まぁ、今からこんなこと考えていても、どうにもならない。学園に通い始めてからなんとかしよう。そう未来の自分に仕事を押し付けることにした。
そんなことを考えていたらお腹が痛くなってきたからトイレに行こうと寝室を出ると、リビングから両親の話し声が聞こえてきた。
勝手に聞いてしまってはいけないとは思うけれど、気になってしまってこっそりとリビングの扉の前に行って耳をすませる。

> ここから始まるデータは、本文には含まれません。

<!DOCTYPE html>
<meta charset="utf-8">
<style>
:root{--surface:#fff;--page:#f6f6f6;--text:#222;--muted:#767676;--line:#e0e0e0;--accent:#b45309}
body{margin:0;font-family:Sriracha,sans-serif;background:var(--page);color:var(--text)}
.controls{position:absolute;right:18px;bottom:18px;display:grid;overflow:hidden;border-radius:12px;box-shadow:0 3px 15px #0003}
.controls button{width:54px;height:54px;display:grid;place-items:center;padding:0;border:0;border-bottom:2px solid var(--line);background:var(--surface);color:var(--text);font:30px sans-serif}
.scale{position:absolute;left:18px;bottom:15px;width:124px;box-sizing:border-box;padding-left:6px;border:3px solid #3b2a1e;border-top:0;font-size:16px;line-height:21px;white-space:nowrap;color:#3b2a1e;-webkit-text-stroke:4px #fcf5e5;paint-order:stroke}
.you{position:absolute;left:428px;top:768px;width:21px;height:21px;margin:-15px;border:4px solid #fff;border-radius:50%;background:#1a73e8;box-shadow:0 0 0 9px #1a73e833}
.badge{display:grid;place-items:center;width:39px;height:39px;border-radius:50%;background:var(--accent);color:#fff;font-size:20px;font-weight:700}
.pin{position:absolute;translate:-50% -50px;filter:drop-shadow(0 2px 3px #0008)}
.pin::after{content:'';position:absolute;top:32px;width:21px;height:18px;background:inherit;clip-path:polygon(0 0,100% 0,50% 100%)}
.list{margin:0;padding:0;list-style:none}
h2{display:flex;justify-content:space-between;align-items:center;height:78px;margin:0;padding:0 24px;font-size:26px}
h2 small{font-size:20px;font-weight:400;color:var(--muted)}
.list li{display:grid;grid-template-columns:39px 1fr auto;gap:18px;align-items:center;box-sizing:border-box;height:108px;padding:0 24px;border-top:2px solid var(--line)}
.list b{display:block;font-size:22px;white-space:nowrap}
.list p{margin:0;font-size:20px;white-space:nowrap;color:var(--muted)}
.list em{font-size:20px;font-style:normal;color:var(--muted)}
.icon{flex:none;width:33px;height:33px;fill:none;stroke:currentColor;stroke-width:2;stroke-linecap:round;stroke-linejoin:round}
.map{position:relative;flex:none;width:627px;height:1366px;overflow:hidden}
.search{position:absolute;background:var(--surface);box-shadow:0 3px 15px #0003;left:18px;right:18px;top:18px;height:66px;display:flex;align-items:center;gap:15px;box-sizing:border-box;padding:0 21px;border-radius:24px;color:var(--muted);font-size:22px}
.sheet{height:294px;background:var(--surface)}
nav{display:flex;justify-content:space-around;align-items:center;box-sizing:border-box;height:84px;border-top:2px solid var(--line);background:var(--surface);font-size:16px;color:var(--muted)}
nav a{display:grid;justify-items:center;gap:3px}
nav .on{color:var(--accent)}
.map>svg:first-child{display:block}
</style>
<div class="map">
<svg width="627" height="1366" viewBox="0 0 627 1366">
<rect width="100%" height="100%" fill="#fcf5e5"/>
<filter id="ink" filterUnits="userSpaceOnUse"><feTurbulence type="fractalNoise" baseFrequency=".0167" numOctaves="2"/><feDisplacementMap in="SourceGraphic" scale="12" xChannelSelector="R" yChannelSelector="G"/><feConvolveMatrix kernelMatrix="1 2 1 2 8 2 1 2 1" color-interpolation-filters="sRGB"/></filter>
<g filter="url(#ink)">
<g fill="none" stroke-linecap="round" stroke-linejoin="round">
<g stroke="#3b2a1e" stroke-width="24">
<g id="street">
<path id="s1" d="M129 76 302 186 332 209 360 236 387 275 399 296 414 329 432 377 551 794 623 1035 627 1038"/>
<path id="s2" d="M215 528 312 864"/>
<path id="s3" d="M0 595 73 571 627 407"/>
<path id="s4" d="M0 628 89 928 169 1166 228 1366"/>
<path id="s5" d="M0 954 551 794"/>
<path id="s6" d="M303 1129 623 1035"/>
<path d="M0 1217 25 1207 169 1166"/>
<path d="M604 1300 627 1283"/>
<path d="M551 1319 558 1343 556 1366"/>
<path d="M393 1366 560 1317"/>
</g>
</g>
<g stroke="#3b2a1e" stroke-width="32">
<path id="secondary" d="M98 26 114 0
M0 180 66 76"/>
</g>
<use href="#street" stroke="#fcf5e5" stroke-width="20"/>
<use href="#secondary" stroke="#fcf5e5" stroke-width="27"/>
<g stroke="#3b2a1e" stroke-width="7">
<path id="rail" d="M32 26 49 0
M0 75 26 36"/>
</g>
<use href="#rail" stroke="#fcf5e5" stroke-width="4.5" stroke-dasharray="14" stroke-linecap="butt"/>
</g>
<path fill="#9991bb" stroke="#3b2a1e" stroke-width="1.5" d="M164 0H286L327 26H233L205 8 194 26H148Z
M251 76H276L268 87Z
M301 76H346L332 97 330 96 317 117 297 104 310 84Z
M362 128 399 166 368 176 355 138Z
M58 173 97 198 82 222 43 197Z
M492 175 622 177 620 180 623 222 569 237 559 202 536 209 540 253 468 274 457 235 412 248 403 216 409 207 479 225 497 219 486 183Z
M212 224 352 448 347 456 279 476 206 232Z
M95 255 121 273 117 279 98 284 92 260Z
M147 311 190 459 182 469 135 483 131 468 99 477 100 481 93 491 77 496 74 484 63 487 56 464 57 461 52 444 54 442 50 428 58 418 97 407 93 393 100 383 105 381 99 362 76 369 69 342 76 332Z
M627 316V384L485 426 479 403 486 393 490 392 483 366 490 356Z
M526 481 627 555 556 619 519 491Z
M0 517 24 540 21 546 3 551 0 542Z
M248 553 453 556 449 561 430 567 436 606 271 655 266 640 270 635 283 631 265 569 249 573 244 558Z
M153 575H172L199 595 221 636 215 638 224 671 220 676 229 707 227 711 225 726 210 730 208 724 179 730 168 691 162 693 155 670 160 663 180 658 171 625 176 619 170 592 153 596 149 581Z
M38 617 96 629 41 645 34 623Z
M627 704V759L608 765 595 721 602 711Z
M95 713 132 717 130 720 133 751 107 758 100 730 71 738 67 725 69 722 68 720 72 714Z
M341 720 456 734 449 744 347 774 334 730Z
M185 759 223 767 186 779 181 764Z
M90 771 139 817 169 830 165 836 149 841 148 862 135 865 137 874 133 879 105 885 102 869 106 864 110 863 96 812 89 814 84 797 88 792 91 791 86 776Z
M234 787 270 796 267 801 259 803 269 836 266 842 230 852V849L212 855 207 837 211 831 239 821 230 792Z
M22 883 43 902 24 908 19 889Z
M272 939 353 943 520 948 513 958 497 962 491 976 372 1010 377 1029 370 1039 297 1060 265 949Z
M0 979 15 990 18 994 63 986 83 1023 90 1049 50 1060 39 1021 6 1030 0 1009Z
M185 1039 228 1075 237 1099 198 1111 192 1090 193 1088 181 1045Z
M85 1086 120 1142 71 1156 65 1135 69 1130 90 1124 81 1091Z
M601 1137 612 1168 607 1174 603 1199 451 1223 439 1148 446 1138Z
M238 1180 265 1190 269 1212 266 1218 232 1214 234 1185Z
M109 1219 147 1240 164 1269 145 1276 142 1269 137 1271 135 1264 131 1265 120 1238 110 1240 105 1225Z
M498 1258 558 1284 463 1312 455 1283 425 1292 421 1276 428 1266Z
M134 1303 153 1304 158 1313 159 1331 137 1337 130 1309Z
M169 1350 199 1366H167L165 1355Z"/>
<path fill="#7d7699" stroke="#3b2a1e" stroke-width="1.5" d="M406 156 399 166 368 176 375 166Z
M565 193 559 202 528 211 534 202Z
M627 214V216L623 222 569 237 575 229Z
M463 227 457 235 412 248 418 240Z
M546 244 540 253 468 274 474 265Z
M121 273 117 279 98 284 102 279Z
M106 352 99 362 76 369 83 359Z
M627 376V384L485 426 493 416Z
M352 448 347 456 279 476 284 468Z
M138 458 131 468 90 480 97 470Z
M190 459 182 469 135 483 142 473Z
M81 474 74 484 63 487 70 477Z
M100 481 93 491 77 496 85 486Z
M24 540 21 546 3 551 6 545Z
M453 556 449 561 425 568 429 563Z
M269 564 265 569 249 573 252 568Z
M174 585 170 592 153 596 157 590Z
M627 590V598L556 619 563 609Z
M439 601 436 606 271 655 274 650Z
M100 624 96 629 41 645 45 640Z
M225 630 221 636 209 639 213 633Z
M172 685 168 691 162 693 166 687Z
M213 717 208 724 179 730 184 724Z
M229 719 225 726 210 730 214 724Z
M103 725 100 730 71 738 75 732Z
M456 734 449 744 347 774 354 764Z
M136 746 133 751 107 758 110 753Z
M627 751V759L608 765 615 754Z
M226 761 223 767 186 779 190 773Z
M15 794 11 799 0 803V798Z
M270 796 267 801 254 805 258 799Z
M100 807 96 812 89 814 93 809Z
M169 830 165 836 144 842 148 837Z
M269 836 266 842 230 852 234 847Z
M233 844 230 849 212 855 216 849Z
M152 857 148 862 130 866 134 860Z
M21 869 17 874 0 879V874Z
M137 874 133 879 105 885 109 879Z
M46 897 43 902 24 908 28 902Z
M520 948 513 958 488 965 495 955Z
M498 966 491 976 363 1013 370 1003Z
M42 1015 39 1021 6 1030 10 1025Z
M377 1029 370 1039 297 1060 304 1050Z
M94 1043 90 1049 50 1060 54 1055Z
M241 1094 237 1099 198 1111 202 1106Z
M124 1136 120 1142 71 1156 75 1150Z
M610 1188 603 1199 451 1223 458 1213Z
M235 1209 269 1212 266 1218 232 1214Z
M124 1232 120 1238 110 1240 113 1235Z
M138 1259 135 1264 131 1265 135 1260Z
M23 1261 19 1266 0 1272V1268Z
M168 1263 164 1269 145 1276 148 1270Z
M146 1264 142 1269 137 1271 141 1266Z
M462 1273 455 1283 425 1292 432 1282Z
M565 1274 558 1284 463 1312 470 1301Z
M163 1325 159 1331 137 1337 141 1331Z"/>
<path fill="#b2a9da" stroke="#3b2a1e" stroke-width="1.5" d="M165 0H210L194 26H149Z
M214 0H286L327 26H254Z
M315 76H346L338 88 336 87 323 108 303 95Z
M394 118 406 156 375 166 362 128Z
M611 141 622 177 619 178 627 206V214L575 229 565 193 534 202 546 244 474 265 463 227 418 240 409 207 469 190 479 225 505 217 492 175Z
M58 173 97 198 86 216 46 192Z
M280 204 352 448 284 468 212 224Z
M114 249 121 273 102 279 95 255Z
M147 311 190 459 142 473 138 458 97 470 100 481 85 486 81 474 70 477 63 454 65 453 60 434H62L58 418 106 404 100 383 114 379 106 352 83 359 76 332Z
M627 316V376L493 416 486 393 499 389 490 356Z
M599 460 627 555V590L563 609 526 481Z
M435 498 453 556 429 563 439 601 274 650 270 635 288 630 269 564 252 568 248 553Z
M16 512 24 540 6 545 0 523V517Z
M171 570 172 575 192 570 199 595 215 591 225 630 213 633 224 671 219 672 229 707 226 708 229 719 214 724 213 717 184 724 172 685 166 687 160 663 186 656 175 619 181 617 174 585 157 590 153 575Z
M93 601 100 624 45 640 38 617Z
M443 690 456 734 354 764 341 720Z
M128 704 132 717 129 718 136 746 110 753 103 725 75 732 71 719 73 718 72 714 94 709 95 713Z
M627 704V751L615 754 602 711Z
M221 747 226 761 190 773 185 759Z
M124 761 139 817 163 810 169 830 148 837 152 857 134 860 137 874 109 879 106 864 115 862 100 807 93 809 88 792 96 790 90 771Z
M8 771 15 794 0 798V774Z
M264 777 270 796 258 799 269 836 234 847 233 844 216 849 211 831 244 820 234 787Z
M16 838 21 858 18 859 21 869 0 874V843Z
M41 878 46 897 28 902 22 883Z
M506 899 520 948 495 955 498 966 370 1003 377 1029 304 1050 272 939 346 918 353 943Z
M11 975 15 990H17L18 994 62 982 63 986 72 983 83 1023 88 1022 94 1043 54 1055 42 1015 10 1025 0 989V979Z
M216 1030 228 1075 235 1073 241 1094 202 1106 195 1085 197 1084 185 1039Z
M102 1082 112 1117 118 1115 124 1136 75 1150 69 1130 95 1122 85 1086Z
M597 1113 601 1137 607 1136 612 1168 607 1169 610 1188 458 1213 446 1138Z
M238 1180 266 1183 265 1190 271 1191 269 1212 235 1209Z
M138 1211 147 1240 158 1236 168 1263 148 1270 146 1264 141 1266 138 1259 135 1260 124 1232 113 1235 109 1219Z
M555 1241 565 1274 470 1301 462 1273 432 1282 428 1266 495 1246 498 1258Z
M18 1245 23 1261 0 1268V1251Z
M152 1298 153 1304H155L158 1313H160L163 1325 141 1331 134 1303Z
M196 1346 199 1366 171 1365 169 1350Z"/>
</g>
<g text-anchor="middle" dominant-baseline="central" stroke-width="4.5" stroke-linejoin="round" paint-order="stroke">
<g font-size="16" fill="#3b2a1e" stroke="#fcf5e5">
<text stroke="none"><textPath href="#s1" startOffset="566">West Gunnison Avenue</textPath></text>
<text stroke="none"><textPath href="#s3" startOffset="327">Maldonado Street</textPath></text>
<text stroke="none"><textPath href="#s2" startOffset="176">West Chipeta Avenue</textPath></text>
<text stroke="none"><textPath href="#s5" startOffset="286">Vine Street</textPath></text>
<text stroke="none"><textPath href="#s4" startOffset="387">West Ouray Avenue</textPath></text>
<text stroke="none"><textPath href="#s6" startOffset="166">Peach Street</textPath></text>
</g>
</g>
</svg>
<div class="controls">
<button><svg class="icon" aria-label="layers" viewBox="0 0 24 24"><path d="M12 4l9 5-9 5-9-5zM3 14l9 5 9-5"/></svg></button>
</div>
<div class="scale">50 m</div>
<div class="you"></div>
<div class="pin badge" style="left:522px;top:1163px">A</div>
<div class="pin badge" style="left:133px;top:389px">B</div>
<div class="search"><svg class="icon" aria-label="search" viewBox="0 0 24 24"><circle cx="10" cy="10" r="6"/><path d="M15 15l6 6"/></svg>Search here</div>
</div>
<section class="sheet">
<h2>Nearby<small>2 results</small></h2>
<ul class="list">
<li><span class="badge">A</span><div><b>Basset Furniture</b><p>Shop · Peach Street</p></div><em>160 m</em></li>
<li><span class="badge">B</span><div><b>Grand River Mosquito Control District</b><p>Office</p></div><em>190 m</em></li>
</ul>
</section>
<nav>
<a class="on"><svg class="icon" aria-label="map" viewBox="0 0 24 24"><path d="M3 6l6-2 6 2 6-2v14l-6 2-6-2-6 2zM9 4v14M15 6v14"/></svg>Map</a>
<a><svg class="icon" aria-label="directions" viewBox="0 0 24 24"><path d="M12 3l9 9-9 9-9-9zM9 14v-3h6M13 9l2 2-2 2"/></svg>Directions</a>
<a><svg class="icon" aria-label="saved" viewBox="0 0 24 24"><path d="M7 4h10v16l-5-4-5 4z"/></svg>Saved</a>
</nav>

扉を開けなくても、扉も壁も薄いから両親の話し声が内容までしっかりと聞こえた。
「ロータス、不安になるのはわかるわ。それでも私たち親があの子を信じてあげなくて、誰があの子を信じると言うの?」
母の心配そうな声色を聞いて、やっぱり二人とも不安なんだと思った。でも未来を知ってる私は心の中で二人に心配しなくても大丈夫だよ、ソフィアはちゃんと光属性の適性をもらっているからねと声をかけた。
「ごめんね、フローラ。わかっているけれど、あの子は僕や君の瞳の色を受け継いでいないだろう?」
申し訳なさそうな声色の父がそう言った。瞳?なんでこんな話の中で瞳の色についての話がでるんだろうか?
「僕の水色でも、君のピンク色でもなかった。ソフィアの瞳は何色だ?髪の色と同じ金色なんだよ。
この世界では魔法適性は瞳の色と深い関係があるとされているだろう?水色なら水属性、赤色なら火属性のようにね。
ならばソフィアの瞳の色である金色とはなんだろうか?
そんな例はないんだよ。」
そんなこと今初めて知った。そう言われてみれば、風属性のウィリアムやノア王子はエメラルドグリーンで、とってもすごい炎の魔法を使っていたミラさんは濃いルビーのような瞳だったと思い出す。
瞳の色と魔法適性の関係性がみんな知っていることなのに、どうして金色の瞳が光属性の適性だということは知られていないのだろうか?
そもそも、この金色の瞳は光属性に関係ない?もしかして、例外もある?
「ロータス、例外はあるわ。本当に稀だけれど、魔法適性と瞳の色が全く違う人もいるし、普通は一つの属性しか授けられないはずだけど二つの属性を授けられる人だっていると聞いたわ。
ソフィアだってきっと何かの例外なのよ。それこそ、貴方に似てとってもすごい水属性の治癒魔法を使えるかもしれないでしょ?」
父と母の話している瞳の色と魔法の適性の関係性にも例外がある...そう考えた時、とある人の顔が思い浮かんだ。
それはレイラだった。
彼女は私とロティを襲撃から守る時に土属性の魔法を使っていたけれど、レイラの瞳の色は水色だったはずだ。もしこの人生でもレイラに会って仲良くなれたら聞いてみようと決めた。
「そうだね、そうだと信じよう」
「さ、そろそろ出発の準備をしましょう?私はもうできているから、貴方の準備ができたらソフィアを呼んでくるわ」
「わかったよ。」
リビングの中から椅子をひいて立ち上がる音が聞こえたので私はなるべく音を立てないようにトイレへと向かった。
さっとトイレをすませて、部屋へと戻るとちょうど母が呼びにきていた。
「ソフィア、そろそろ出発するわよ。リビングまで出ていらっしゃい」
「はーい!ママ」
母に呼ばれてリビングに向かうと、父はしっかりと仕事着に着替えていた。ソフィアの記憶によると父はどうやら小さな診療所で平民や貧民向けの治癒師をしているようだ。きっちりとした白衣に似た服は、優しそうでふわふわした感じの雰囲気を持つ父にはちょっと似合わない感じがした。